What do I say? I have been working at all the things I have to do to make the installation a success and to present other relevant work to put it all in context (and grab the opportunity to present pieces to a wider audience with the hope that people might buy it!) I have selected some pieces to mount for display in browsers and started to put them together. I am aiming to have about 20 pieces, but I won’t stress if I can’t get it all together for the opening night, I can always add some as the show progresses – after all it is continually unfolding! I have also picked up the pieces I am submitting to Drawn the drawing open at RWA.
So I have created a piece of work and, annoyingly, I didn’t have the time to play around with some ideas that arose from it. Now I feel I have to write something but I don’t have the time or energy. I will perhaps use ideas from today as a start for tomorrow but enough words for now.
It’s not that I have booked for the Grim Reaper to pop round at the end of next week, but I am now on my home run. At the time of writing this in a week’s time I will have finished the Preview Evening and the world will be able to judge where on the line between genius and nutcase to put this project.
I had another look at some of the photographic record of the work I have done and feel happy that I have produced good work. It is a shame that less has been sold so far than I had hoped and I cannot see a sudden surge this week or much more than trickle over the weeks. But I will have a story to tell and I will have made a mark with the largest piece I have ever made. It would have been different in a city but little old Bridport in lovely old Dorset isn’t a bad place to do it.
Sometimes things just need a time to build and evolve and then you just have to sit with it until you know it’s right. This one turned out almost exactly as I had planned it but along the way I kept wanting to change it, doubting that original vision. Yes there was some fine tuning but when I finished I saw that the tinkering would not have worked. It also has given me some ideas I want to work on and I can see ways where I may take it into media I am less practiced with.
Just as I was taking the photo of No356 being posted along comes the postie and whips the envelope from me and into the bag in a flash, but as you can see a flash is what I didn’t have turned on.
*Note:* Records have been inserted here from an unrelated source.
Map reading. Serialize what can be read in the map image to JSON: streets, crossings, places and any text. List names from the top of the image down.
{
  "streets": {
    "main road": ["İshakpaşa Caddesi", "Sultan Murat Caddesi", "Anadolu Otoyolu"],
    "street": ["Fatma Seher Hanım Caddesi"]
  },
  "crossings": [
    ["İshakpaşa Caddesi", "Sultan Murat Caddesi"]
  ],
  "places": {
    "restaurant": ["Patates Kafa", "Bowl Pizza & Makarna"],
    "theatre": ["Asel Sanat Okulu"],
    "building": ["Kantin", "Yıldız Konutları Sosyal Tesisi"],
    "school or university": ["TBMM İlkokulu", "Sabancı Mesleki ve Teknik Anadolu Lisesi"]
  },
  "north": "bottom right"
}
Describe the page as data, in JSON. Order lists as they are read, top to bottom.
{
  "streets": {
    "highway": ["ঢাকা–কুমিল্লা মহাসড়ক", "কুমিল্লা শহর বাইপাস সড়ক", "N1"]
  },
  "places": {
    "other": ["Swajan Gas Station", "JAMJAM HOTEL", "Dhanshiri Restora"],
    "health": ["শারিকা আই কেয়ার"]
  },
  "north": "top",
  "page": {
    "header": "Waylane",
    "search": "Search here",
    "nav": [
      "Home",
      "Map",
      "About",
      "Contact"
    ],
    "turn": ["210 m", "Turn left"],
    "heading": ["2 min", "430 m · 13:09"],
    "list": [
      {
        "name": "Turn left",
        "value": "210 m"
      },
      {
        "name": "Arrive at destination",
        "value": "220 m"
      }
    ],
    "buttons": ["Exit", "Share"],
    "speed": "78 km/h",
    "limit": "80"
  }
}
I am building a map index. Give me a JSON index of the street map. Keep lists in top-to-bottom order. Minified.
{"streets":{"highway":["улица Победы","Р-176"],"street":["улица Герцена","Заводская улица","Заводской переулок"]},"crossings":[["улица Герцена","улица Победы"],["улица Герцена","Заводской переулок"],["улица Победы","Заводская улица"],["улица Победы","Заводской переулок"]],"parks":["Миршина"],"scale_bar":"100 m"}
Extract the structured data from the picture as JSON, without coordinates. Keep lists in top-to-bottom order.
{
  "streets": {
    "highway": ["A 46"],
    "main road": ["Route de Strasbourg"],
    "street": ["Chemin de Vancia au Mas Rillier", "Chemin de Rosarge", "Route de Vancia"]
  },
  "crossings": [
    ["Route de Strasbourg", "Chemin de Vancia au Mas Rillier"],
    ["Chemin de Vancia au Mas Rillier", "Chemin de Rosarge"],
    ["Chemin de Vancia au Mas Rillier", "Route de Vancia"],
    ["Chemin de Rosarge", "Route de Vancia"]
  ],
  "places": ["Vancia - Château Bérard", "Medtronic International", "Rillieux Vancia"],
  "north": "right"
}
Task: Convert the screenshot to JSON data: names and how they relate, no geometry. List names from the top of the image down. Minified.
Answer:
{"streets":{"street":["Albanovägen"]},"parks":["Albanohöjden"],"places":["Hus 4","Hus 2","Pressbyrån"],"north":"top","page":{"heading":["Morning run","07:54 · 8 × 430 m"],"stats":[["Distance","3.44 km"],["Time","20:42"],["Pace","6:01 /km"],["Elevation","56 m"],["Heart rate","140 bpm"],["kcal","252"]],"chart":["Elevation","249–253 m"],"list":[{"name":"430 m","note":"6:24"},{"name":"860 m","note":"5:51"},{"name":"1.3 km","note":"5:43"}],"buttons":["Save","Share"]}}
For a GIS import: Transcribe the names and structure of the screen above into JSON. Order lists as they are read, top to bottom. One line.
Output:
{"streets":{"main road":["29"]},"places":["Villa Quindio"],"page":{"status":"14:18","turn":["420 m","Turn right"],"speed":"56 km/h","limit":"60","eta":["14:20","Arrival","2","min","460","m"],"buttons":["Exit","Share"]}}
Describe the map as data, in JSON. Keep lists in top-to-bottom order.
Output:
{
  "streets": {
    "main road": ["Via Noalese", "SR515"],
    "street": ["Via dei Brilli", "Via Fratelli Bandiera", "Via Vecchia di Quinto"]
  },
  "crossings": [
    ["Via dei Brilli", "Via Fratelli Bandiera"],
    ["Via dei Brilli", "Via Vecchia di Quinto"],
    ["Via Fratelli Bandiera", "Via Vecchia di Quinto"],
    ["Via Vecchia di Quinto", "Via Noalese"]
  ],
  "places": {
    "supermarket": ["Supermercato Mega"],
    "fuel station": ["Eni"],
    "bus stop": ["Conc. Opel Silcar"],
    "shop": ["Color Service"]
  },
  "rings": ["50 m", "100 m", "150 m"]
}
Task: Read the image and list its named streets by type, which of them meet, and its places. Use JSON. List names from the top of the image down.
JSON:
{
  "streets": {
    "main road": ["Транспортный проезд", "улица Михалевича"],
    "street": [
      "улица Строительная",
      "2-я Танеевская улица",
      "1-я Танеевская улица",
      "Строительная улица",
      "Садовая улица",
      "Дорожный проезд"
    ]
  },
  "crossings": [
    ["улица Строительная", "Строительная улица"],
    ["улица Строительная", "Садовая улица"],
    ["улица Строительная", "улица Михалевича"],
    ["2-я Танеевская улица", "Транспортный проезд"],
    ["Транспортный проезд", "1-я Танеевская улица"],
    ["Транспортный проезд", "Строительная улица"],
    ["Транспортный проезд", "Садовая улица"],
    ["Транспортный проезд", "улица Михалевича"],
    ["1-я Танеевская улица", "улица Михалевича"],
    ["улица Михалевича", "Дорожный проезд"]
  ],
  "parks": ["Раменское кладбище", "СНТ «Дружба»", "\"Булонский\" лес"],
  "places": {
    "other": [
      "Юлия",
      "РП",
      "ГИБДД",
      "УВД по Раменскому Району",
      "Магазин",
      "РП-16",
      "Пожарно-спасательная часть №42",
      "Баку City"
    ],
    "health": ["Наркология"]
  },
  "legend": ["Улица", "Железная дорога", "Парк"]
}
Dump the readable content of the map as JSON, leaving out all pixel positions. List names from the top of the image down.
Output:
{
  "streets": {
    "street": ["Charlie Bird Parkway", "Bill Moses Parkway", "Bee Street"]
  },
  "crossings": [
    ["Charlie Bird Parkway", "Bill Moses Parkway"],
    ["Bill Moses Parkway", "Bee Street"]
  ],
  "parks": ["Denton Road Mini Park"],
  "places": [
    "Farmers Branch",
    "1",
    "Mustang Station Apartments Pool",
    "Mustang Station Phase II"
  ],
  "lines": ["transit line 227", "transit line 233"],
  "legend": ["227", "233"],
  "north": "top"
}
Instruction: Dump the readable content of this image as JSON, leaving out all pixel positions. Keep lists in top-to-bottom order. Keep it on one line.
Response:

So we are down to the last 10. Of course my brain said “And we are down to the dozens and this is why…”
It is likely that we will see out the rest of the project with some annotations on the envelopes related to the #Collage365 piece 045 – a crab or a stone. As the plans for the installation itself get clarified it is becoming increasingly obvious to me that this whole project and most of my other work during this last year or two have been firmly rooted in my favourite theme: the interplay between chaos and control, emotion and the intellect. I took the collage to the framer’s today and have decided to include it in the #Letter365 show as it is pivotal to the whole affair.
So much I want to do and so little time, but that is all part of it. What gets done gets done and the rest can be for another time. I have been quite busy and reasonably effective today (at least until tonight) and I reckon that I am still a couple of days behind schedule. Having said that I had some successes in the studio with other things that will allow me to move forward following this project.
I was kicking myself when I got to the studio as the idea I had for today involved something that I had to prepare at home. Fortunately I am not short of creative ideas and one just jumped on me when I got to the studio. In hindsight it may not have been the best idea as it took much longer than I thought, and I had other things I needed to get on with there so I was out far longer than planned. All worth it in the end I hope.
I, yesterday, may or may not have done something based on the day before and today I intended to do something based on the day before that (or not). Now, as I was starting I realised that it was not what interested me or excited me just then. I discarded that idea and played around with some other ideas and gradually got into the territory and started to get interested and it all came together. I thought it was quite different to yesterday’s (or not) but now I come to process the images I see that it has some similar traits and themes to yesterday (or is completely different to yesterday’s and sharing no similarities in colour, shape, form, structure, etc.) Now isn’t that interesting (or not at all interesting)?
Here is what David Hutchinson, former guide at Tate Modern, has written about my work:
I’m really looking forward to David Smith’s #LETTER365 installation. I was blown away by his earlier #Collage365 show. The discipline of making an artwork a day was a huge commitment, but what shone through on the walls was rich artistry unfolding before your eyes. Fragments of found objects, images, colours, and lines were put together with invention, emotion and wit. You could pick out your own themes and variations, surprises, puzzles and delights.
The #LETTER365 installation in the Allsop Gallery at Bridport Arts Centre will continue this I’m sure – plus the challenging conceptual twists of buying sight unseen, with the installation only revealing what’s been bought.
I can’t wait to see the randomly selected piece I’ve bought, how the installation changes, and – most challenging of all? – the final bonfire of the vanities.